Management of a Spontaneous Supra-aortic Arterial Dissection

A Case Report

Omar M. Sharaf; Tomas D. Martin; Eric I. Jeng


J Med Case Reports. 2021;15(283) 

In This Article


Aortic dissections are caused by multiple etiologies including connective tissue disorders, illicit drug use, trauma, and/or uncontrolled hypertension. Acute DeBakey type I and II aortic dissections are classically managed with excision of the intimal tear with reconstruction of the aorta and postoperative long-term blood pressure control with anti-impulse therapy. Uncomplicated DeBakey type III aortic dissections have historically been managed non-operatively with strict blood pressure control regimens. On this spectrum are isolated uncomplicated supra-aortic dissections.
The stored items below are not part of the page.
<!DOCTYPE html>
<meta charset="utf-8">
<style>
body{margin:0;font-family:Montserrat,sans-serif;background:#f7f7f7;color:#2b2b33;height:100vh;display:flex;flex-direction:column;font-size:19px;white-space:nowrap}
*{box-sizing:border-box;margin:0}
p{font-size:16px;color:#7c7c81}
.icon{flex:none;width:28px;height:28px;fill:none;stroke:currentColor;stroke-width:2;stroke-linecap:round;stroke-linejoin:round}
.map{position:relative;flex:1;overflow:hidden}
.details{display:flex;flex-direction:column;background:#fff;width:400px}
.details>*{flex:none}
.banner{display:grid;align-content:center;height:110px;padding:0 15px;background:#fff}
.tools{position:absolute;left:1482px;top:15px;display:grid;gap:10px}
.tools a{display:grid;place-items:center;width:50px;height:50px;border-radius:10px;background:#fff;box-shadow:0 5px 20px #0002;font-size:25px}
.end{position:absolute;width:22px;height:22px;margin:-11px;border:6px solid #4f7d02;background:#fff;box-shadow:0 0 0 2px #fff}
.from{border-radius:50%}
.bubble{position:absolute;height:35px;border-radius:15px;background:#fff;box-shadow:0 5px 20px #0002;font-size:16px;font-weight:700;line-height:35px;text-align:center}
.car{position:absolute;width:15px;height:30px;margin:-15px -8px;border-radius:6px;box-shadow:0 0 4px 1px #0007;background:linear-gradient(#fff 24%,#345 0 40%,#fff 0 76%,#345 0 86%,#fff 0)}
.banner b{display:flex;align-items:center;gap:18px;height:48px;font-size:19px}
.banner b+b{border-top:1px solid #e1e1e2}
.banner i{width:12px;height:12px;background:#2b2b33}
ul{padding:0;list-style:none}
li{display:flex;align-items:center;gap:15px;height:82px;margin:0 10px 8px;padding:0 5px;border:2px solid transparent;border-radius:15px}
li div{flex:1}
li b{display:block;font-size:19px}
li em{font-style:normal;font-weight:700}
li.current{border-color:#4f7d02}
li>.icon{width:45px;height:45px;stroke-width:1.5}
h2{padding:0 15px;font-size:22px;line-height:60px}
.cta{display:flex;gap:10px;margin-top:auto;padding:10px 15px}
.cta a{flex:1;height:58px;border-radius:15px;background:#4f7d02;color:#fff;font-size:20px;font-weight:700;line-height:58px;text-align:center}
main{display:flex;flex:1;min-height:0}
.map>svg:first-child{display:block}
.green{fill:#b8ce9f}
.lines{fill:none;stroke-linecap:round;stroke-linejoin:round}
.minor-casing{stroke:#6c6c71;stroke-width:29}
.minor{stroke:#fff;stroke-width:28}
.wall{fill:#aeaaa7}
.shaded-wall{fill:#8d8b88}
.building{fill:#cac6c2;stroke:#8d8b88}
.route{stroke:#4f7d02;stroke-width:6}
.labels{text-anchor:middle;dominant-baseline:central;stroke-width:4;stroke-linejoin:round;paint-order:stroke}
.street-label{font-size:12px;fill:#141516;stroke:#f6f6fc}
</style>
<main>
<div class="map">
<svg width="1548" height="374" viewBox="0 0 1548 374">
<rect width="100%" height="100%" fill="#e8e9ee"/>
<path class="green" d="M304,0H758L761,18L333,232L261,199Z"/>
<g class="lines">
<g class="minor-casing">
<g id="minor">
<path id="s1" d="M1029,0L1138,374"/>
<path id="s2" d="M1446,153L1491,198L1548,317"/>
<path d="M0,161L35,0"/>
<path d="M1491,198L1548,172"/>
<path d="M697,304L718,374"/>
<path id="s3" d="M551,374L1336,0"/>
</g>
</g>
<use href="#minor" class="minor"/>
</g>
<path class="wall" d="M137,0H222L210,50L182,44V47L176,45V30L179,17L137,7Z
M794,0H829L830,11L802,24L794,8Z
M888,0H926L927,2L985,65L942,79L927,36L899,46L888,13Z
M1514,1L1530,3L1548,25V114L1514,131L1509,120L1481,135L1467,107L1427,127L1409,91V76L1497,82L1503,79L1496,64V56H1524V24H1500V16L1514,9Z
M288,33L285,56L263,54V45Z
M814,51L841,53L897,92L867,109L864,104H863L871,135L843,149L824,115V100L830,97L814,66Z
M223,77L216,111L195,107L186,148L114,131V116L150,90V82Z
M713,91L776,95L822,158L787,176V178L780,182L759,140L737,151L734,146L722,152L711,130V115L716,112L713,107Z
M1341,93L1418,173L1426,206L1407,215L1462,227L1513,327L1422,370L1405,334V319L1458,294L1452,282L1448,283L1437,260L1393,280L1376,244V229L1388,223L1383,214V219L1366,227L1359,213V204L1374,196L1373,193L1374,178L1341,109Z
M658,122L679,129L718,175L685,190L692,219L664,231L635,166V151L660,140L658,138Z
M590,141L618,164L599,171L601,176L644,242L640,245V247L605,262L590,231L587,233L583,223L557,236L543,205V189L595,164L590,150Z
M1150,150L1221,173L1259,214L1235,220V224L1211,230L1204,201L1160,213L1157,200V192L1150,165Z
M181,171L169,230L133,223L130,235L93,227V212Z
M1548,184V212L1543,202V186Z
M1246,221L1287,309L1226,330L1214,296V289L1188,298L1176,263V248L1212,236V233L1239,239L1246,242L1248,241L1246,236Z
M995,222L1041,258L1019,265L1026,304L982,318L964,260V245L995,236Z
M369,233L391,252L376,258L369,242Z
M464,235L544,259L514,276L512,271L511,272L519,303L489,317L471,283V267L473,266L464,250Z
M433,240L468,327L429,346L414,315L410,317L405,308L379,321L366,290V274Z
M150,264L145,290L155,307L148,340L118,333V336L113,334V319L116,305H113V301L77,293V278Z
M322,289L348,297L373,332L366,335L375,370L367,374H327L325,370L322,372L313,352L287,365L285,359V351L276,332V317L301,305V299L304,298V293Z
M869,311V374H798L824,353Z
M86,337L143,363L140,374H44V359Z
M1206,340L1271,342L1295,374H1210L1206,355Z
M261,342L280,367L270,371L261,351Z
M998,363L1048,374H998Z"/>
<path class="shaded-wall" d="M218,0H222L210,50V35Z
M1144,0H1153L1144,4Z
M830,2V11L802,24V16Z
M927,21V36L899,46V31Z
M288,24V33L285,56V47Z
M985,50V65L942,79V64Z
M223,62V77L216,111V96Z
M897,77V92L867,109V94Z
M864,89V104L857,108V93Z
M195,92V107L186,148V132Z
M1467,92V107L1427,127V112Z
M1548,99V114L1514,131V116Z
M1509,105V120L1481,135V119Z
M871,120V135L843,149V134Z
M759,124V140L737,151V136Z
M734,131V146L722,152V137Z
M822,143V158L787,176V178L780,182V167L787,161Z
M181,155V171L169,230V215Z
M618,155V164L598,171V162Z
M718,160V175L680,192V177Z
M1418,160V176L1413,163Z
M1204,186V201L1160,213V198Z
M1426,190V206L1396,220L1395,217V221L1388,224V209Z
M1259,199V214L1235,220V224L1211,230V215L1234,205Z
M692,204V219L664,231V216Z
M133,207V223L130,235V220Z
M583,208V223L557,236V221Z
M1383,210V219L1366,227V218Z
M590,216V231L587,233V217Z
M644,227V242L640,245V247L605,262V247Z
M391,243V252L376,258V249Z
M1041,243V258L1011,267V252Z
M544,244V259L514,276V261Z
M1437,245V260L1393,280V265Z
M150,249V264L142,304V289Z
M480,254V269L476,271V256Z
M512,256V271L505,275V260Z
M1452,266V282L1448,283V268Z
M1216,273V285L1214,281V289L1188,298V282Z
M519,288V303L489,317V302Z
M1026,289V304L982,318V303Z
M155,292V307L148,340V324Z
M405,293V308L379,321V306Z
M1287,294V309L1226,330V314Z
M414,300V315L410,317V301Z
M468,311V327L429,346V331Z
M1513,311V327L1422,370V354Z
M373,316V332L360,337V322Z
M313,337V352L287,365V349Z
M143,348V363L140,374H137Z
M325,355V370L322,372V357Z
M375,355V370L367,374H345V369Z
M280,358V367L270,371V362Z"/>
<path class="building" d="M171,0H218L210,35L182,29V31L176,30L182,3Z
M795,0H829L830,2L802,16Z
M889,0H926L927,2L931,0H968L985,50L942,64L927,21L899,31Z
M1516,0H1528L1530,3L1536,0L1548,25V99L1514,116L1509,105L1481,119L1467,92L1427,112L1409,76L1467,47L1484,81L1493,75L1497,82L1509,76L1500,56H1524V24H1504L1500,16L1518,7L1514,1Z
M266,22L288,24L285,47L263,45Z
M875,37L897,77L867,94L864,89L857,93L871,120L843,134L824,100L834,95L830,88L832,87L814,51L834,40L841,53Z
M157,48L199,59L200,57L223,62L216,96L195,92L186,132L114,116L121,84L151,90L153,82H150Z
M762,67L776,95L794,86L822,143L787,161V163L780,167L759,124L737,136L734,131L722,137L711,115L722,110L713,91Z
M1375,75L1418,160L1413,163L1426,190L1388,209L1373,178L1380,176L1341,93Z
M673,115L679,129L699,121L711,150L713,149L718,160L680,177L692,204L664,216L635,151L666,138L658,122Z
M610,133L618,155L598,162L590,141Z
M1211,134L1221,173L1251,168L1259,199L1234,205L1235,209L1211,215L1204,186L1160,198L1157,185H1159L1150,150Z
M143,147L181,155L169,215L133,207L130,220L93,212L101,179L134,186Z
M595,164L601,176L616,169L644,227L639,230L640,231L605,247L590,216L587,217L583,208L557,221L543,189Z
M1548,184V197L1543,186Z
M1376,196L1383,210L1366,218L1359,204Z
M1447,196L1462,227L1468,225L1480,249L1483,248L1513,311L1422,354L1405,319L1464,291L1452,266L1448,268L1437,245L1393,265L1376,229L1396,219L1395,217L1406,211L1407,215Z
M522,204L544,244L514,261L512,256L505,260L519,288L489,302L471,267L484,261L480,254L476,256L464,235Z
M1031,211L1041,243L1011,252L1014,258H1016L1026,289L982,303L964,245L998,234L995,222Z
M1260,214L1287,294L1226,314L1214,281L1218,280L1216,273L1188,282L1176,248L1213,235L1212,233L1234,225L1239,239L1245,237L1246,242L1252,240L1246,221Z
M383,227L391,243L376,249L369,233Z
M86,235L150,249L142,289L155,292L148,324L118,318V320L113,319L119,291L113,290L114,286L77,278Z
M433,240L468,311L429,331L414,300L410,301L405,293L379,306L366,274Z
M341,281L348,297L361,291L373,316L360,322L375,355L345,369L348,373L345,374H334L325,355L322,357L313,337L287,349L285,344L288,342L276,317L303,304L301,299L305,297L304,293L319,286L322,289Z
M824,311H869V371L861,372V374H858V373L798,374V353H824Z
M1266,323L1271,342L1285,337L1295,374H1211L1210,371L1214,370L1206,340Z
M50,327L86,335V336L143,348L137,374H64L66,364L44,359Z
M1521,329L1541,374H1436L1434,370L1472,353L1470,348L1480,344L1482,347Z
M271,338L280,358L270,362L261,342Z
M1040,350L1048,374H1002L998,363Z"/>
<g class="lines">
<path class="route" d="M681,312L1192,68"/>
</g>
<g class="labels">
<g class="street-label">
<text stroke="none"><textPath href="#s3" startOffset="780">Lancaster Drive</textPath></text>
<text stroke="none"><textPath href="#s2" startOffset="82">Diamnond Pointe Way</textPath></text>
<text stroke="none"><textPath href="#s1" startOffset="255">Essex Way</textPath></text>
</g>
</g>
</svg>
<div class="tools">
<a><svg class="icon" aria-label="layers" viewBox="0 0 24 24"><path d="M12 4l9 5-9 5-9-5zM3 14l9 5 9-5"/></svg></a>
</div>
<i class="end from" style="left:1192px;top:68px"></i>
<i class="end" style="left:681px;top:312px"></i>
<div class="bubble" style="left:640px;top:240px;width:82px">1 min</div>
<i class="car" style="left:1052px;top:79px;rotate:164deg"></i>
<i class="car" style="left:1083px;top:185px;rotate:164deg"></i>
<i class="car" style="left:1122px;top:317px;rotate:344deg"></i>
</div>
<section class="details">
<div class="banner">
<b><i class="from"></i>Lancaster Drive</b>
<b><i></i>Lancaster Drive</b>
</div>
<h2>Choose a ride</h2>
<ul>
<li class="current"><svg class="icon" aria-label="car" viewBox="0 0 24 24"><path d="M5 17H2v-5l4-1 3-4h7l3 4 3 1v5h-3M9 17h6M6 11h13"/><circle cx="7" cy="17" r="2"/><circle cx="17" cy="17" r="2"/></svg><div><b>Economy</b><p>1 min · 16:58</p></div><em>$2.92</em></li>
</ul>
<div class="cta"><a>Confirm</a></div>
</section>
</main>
They can be classified in two major groups: traumatic—due to an inciting event such as blunt chest trauma, deceleration events, and sports injuries; and/or spontaneous—when no inciting cause is identified.[1,2] Supra-aortic dissections can involve either single or multiple arch vessels, and the mean age for its occurrence is 45 years.[2] As a result of the rare nature of this condition, there are no uniformly approved guidelines for managing uncomplicated spontaneous isolated innominate artery dissection.[2]